A new report from the Bank for International Settlements (BIS) concludes that crypto's "structural flaws" make it "unsuitable as the basis for a monetary system."
The Annual Economic Report 2022 from the BIS, a global organization of 63 leading central banks, goes on to suggest that blockchain’s role in a future monetary system will likely take the form of central bank digital currencies (CBDCs), because “a system grounded in central bank money offers a sounder basis for innovation.”
The report points to Terra’s historic collapse last month and the current bear market as the catalyst for what analysts have labeled the start of a “crypto winter,” but says that focusing on price action alone “diverts attention away from the deeper structural flaws” in crypto that render it unfit for purpose as a monetary system.
Fragmentation flaws
The report says the crypto space has two main flaws: the need for a “nominal anchor” and “fragmentation.”
The need for a “nominal anchor” refers to stablecoins, which peg their value to fiat currencies, like the U.S. Dollar (with varying degrees of success). The report says that the existence of stablecoins “indicates the pervasive need in the crypto sector to piggyback on the credibility provided by the unit of account issued by the central bank.”
The report argues that cryptocurrencies have done little to challenge the hegemony of central banks in providing a unit of account for the economy: “The fact that stablecoins must import the credibility of central bank money is highly revealing of crypto's structural shortcomings. That stablecoins are often less stable than their issuers claim shows that they are at best an imperfect substitute for sound sovereign currency.”
#Cryptocurrencies do not perform money’s basic functions. The recent turmoil in the crypto universe is a reminder of their financial vulnerabilities, but deeper structural inadequacies have been apparent for some time #BISAnnualEconReport https://t.co/Bd9S2v9a3x pic.twitter.com/Ya3HKIFaV9
— Bank for International Settlements (@BIS_org) June 22, 2022
The report also points to the “fragmentation” of the sector, which is defined as the abundance of different cryptocurrencies competing for supremacy, as “perhaps crypto's greatest flaw as the basis for a monetary system.”
In its analysis, the report expounds on this flaw as being most crippling to the public interest. It argues that fiat money has a “network effect,” meaning the more users flock to a fiat currency, the more users it then attracts.
However, with crypto, the report claims that the more users flock to one blockchain system, the worse congestion gets and the higher the transaction fees, “opening the door to the entry of newer rivals who may cut corners on security in favor of higher capacity.”
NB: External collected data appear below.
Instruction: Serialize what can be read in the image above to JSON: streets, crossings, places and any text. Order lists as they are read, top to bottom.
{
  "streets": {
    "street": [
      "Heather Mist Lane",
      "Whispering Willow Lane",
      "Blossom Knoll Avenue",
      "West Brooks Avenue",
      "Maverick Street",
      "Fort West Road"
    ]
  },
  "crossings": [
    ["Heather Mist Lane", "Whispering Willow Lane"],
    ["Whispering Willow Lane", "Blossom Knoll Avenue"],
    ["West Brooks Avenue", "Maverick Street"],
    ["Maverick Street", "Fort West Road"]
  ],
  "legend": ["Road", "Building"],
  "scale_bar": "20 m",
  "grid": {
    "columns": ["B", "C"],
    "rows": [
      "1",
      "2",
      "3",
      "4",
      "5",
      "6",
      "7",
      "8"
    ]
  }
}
It should be noted that here the report reads more like a targeted criticism of Ethereum in its current form than crypto in general. The world’s second favorite cryptocurrency has well-known scalability issues, like high fees and a low transaction throughput which have prompted a plethora of “Ethereum killers,” like Solana, Cardano, and Polkadot to offer their own alternatives.
Ethereum’s developers have promised to address the network’s scalability in the network’s upcoming overhaul, dubbed “the Merge.”
The answer: central bank crypto, of course!
Unsurprisingly, the report says that blockchain does have a place in a future monetary system: in the hands of central banks. It says that any future system “should meld new technological capabilities with a superior representation of central bank money at its core.”
BIS points to smart contract technology–self-executing financial contracts on the blockchain–as one of a number of advantages that will “enable transactions between financial intermediaries that go beyond the traditional medium of central bank reserves.”
It also says that tokenization of deposits on blockchain’s distributed ledger system will enable new forms of exchange, “including fractional ownership of securities and real assets,” which could potentially open up a whole host of new financial services.
Yesterday's report isn't the first time that the BIS has issued strident warnings about the risks of cryptocurrency and argued that digital currencies should be the exclusive preserve of central banks. In early 2021 it warned that Bitcoin could "break down altogether," with BIS general manager Agustin Carstens stating that, "If digital currencies are needed, central banks should be the ones to issue them."
Later that year, the BIS warned that decentralized finance (DeFi) creates financial vulnerabilities that "exceed those in traditional finance," singling out stablecoins as being "subject to classic runs."